DK: What would be extremely interesting is an in-depth retrospective which could focus on historic examples – going back to things like [Georges Franju’s abattoir classic] The Blood of the Beasts. We always try to keep refocusing a bit. Next year we’re thinking about a programme which looks at Europe as a kind of heaven, as seen from an exterior perspective – with films from places such as North Africa. That is a fascinating new angle. l

A pair of fine new documentaries from Germany proved the highlights of the fifth Working Worlds survey, each looking towards the east for inspiration. In the case of Hans-Christian Schmid’s The Wondrous World of Laundry, this was a case of peeking into Poland – the town of Widuchowa, to be precise, location of the German-owned laundry which services most of Berlin’s four-star hotels.

Rather than sheets and machinery, Schmid’s focus is on the women – and they are nearly all women – who work at the facility, going behind the closed doors of their homes and allowing them to tell their own stories. Schmid’s excellent drama, Requiem, showed how small-town family pressures can, under certain circumstances, prove suffocating and repressive. Here the family is shown as an invaluable support to the workers.

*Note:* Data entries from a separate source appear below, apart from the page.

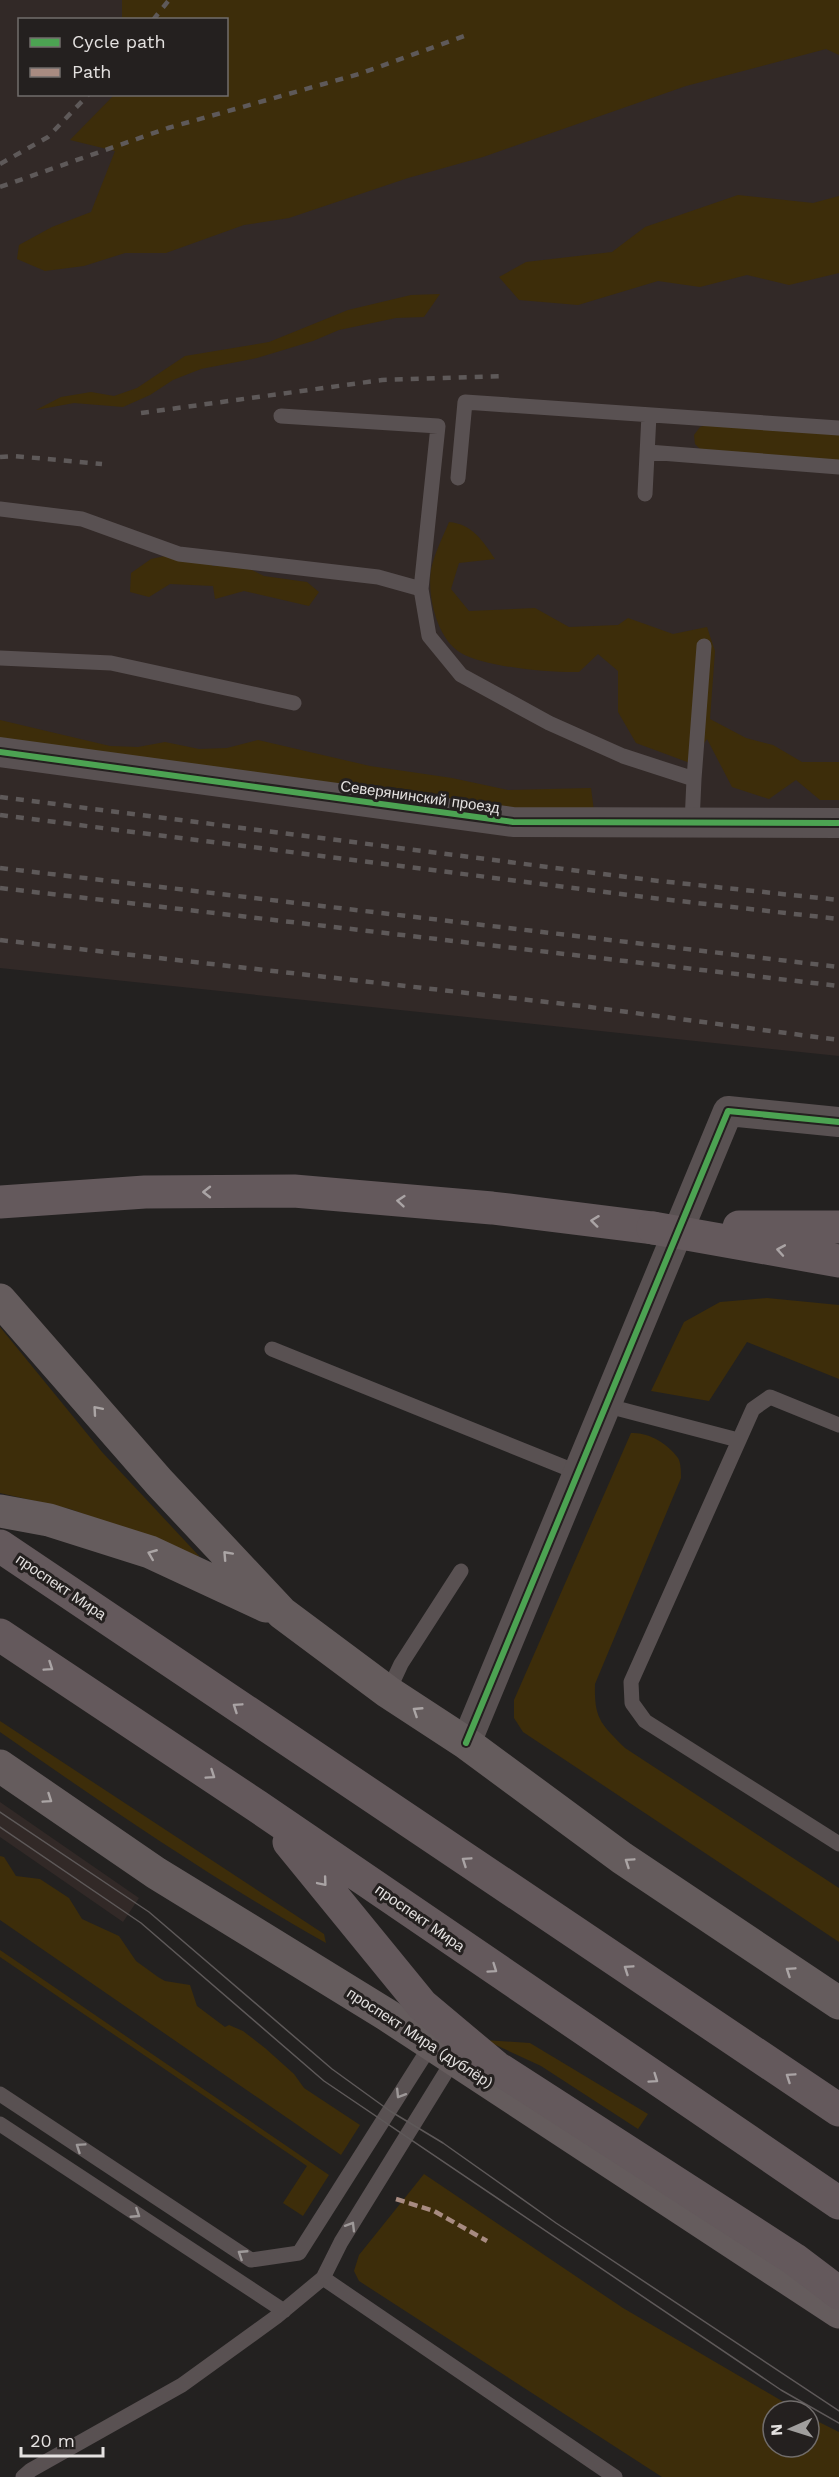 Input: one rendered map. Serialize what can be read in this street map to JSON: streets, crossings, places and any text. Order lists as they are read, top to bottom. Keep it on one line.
{"streets":{"main road":["проспект Мира","проспект Мира (дублёр)"],"street":["Северянинский проезд"]},"legend":["Cycle path","Path"],"scale_bar":"20 m","north":"left"} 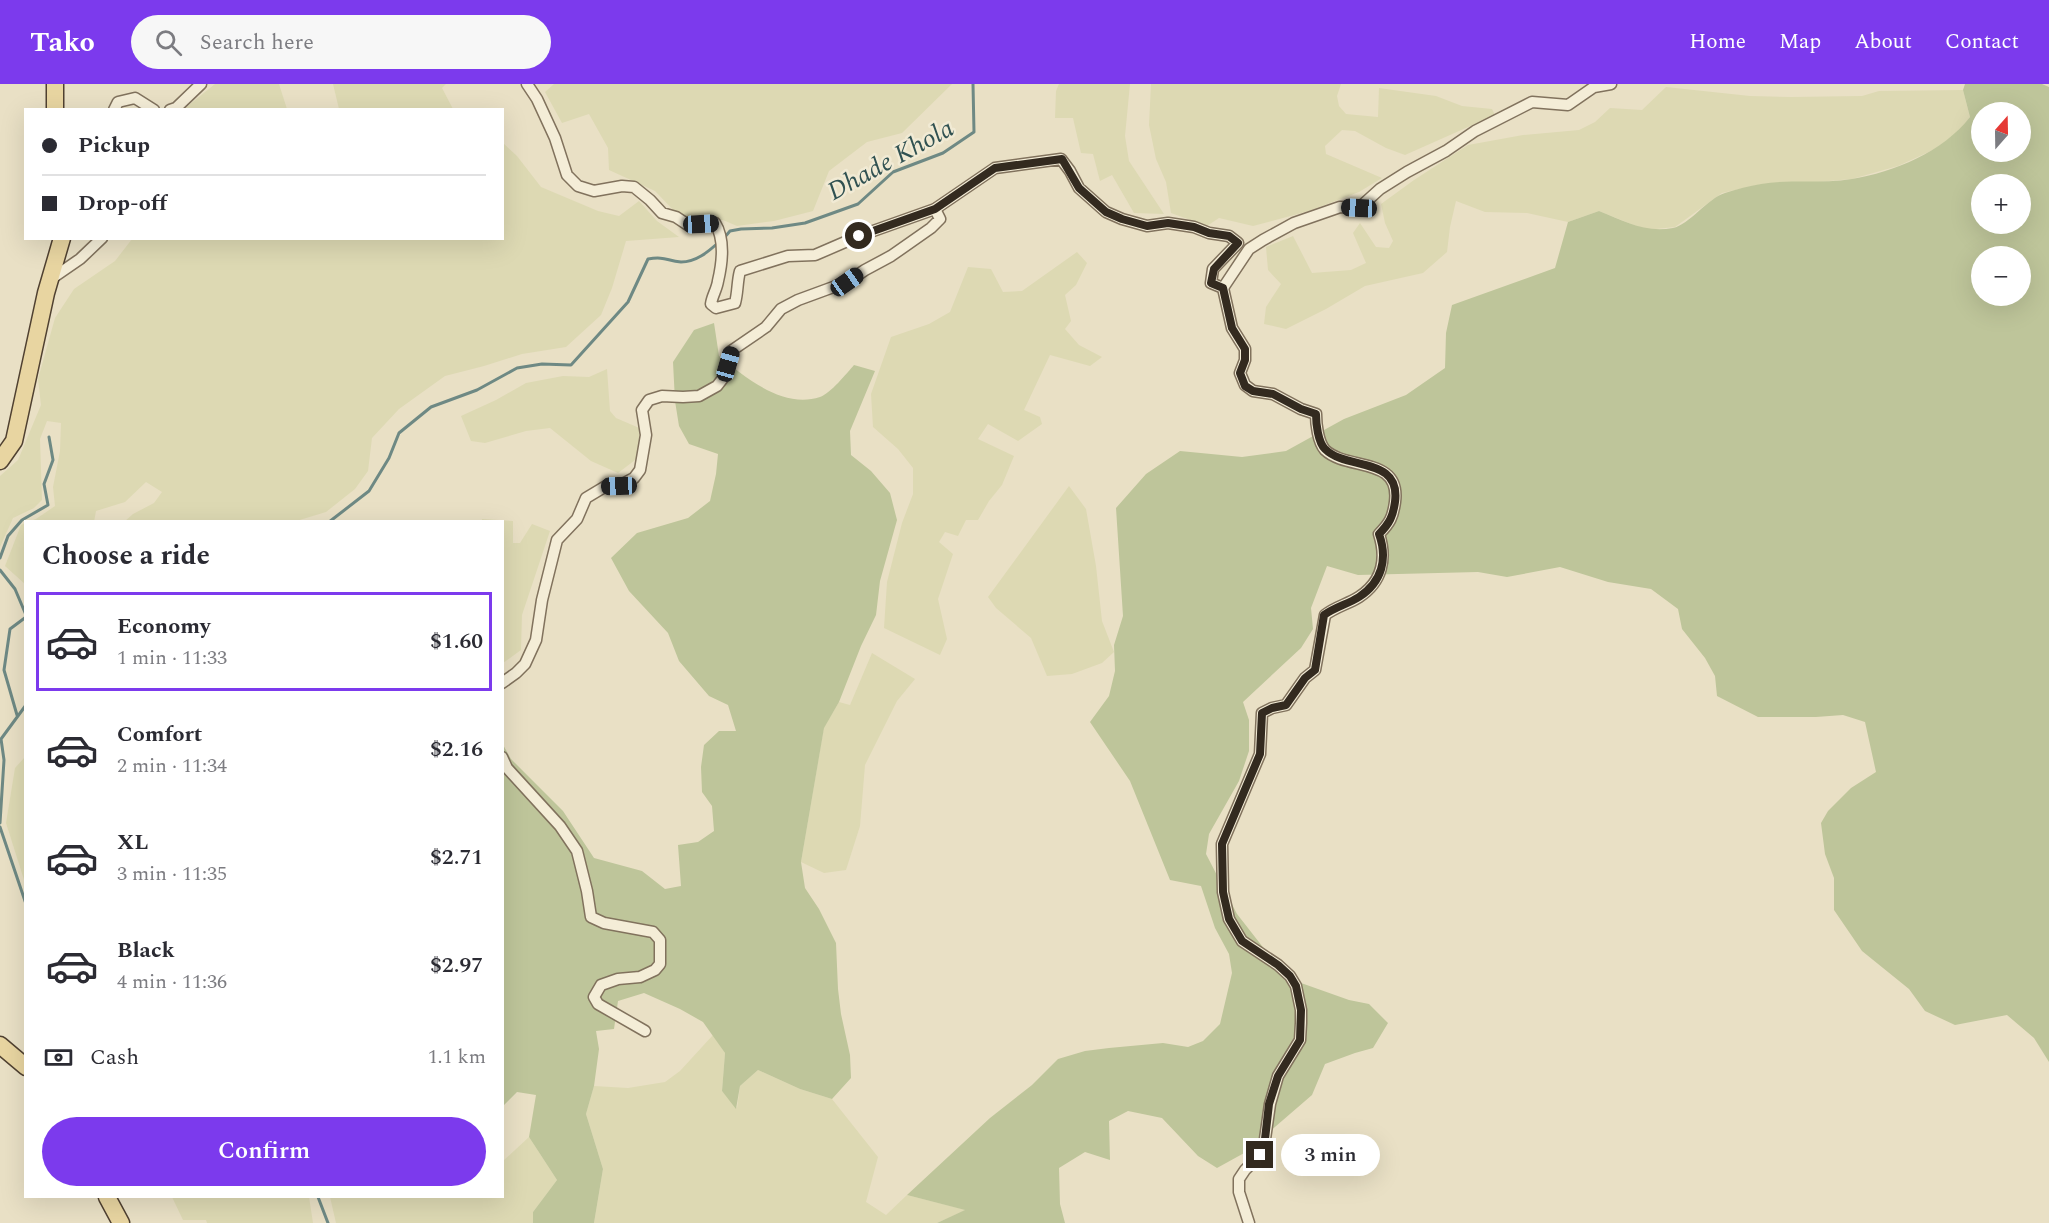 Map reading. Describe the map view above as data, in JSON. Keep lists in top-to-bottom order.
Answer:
{
  "water": ["Dhade Khola"],
  "north": "top",
  "page": {
    "header": "Tako",
    "search": "Search here",
    "nav": [
      "Home",
      "Map",
      "About",
      "Contact"
    ],
    "map_buttons": ["+", "−"],
    "banner": ["Pickup", "Drop-off"],
    "heading": "Choose a ride",
    "list": [
      {
        "name": "Economy",
        "note": "1 min · 11:33",
        "value": "$1.60"
      },
      {
        "name": "Comfort",
        "note": "2 min · 11:34",
        "value": "$2.16"
      },
      {
        "name": "XL",
        "note": "3 min · 11:35",
        "value": "$2.71"
      },
      {
        "name": "Black",
        "note": "4 min · 11:36",
        "value": "$2.97"
      }
    ],
    "pay": ["Cash", "1.1 km"],
    "buttons": "Confirm",
    "bubble": "3 min"
  }
}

The downside is that the women’s domestic responsibilities eat into time that might otherwise be dedicated to trade union activities – as we see during a meeting of the plant’s Solidarity representatives, where there’s only a single female present. An implicit indictment of Poland’s haphazard recent governments, the documentary is also an examination of the country’s possible futures – at a crucial historical moment when, thanks to the enlargement of the Schengen area, and as the residents wryly note, “the border is coming to us”.

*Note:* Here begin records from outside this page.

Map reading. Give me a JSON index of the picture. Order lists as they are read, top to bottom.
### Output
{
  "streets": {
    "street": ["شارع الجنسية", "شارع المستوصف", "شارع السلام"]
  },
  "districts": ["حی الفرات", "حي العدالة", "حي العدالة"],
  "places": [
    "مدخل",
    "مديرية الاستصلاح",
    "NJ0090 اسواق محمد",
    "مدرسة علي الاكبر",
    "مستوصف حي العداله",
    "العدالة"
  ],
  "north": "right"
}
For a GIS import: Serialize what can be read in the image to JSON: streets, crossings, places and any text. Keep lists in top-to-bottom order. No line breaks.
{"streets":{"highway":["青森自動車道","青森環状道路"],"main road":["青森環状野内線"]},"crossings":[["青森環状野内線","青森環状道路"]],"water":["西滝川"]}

The people of Widuchowa have their problems, but housing is some way down the list. This is in direct contrast to the St Petersburg residents we meet in Christiane Buchner’s cumbersomely-titled but pleasingly acerbic Perestroika – ReConstruction Of A Flat. In the chaotic aftermath of the Soviet Union, countless city-centre apartments were divided into “communal flats”, with a family in each fairly spacious room and shared kitchen and bathroom facilities. Now most of these flats are being re-combined into single units of property and flogged on the real-estate market. This is leading to all manner of nightmarish bureaucratic complexities and protracted financial wrangling as each set of residents seeks to obtain maximum advantage in terms of money and even more valuable floor-space.

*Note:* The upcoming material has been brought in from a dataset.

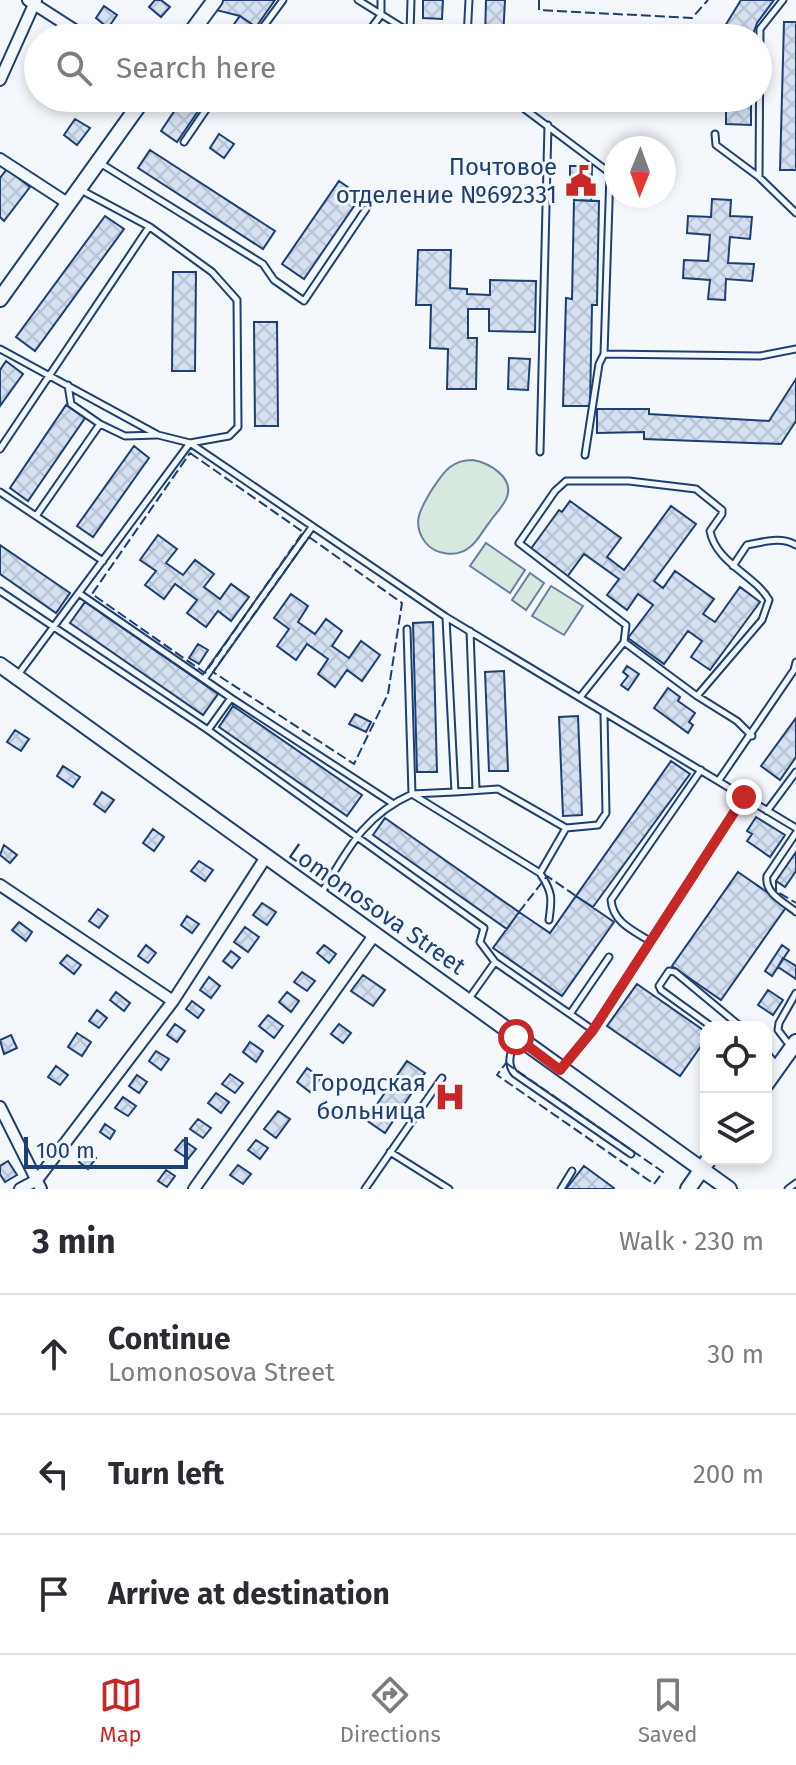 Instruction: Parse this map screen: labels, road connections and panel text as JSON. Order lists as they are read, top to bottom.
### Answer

As an indictment of governmental misrule and neglect, Perestroika is arguably even grimmer and darker than The Wondrous World of Laundry, but Buchner’s light touch and eye and ear for quirky details ensure that the bitter medicine goes down surprisingly easily. While primarily a glimpse into

the methods employed at a small-time Russian estate agency, the film is also an entertaining and informative snapshot of the country as a whole as it discovers the decidedly mixed blessings of unreconstructed capitalism.